Exercise data →
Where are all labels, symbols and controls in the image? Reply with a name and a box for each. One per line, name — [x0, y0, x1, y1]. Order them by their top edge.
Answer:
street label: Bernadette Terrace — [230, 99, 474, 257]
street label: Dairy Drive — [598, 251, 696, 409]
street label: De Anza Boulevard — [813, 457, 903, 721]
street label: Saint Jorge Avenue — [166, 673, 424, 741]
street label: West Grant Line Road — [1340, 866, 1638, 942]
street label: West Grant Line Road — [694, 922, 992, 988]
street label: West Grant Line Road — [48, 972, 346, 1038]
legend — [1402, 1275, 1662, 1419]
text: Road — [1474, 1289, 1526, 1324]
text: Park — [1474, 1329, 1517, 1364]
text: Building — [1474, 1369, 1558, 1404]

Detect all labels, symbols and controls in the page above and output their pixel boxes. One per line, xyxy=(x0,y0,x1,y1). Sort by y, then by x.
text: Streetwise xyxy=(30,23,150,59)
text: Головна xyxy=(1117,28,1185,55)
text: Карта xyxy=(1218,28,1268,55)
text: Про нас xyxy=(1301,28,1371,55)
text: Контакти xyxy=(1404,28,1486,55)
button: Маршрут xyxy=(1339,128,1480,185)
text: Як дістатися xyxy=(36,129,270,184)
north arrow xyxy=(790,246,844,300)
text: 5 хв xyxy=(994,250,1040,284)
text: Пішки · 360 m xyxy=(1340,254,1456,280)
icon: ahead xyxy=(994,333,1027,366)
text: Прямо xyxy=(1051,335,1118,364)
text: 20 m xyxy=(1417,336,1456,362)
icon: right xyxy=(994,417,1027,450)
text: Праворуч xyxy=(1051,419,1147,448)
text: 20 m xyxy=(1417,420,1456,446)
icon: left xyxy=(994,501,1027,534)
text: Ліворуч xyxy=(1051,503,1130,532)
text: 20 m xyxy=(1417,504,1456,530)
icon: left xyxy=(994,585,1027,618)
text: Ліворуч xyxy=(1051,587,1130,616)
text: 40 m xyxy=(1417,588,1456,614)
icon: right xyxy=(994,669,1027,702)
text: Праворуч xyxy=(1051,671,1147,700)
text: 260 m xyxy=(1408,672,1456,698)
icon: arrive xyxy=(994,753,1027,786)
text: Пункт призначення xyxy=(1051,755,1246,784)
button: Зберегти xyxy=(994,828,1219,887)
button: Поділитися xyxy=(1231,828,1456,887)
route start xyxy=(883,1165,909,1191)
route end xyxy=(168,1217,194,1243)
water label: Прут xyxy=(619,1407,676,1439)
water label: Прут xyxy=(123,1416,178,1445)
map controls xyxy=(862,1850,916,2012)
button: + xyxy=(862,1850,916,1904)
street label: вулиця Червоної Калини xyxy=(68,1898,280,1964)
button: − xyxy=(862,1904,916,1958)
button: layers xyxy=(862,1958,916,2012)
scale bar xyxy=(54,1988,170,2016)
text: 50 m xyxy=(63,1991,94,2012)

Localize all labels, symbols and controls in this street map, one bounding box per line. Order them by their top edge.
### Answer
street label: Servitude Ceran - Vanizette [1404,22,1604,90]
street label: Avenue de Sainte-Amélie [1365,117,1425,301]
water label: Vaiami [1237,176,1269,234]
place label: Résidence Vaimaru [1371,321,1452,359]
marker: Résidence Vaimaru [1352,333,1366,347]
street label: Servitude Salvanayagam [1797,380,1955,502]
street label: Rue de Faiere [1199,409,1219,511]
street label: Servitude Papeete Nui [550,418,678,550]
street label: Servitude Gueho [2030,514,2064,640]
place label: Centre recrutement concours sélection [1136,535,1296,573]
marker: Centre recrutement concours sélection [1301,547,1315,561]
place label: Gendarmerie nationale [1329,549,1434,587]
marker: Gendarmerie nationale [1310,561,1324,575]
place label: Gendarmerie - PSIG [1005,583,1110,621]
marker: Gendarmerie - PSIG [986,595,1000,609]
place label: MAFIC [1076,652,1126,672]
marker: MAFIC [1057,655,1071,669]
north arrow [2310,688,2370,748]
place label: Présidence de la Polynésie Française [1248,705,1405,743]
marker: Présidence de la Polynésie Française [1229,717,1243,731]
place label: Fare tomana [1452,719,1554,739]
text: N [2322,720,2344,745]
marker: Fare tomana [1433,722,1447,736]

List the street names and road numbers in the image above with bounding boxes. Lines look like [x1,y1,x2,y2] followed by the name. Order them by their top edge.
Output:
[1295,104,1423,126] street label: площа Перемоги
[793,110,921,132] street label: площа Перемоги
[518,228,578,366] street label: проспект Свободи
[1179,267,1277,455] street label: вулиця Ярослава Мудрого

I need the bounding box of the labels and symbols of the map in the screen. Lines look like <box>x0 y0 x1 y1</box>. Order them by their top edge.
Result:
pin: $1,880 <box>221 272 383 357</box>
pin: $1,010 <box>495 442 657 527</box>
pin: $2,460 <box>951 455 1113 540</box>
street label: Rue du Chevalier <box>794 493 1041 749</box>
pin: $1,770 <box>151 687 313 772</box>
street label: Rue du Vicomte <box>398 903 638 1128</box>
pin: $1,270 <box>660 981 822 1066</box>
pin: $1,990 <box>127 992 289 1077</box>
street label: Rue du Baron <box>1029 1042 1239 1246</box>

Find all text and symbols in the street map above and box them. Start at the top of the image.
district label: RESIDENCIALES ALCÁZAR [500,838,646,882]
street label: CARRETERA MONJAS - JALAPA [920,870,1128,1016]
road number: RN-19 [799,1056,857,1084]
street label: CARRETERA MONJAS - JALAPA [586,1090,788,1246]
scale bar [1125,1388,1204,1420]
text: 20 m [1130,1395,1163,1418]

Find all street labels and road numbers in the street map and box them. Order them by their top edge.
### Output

To do →
Go through the material and report each line that holds the string "Lines".

Solved problem →
List the street names and road numbers in the image above with bounding boxes. Lines look like [x1,y1,x2,y2] followed by the name. Order them by their top edge.
I need the bounding box of the labels and symbols of the map in the screen. Lines look like <box>x0 y0 x1 y1</box>. Order them by their top edge.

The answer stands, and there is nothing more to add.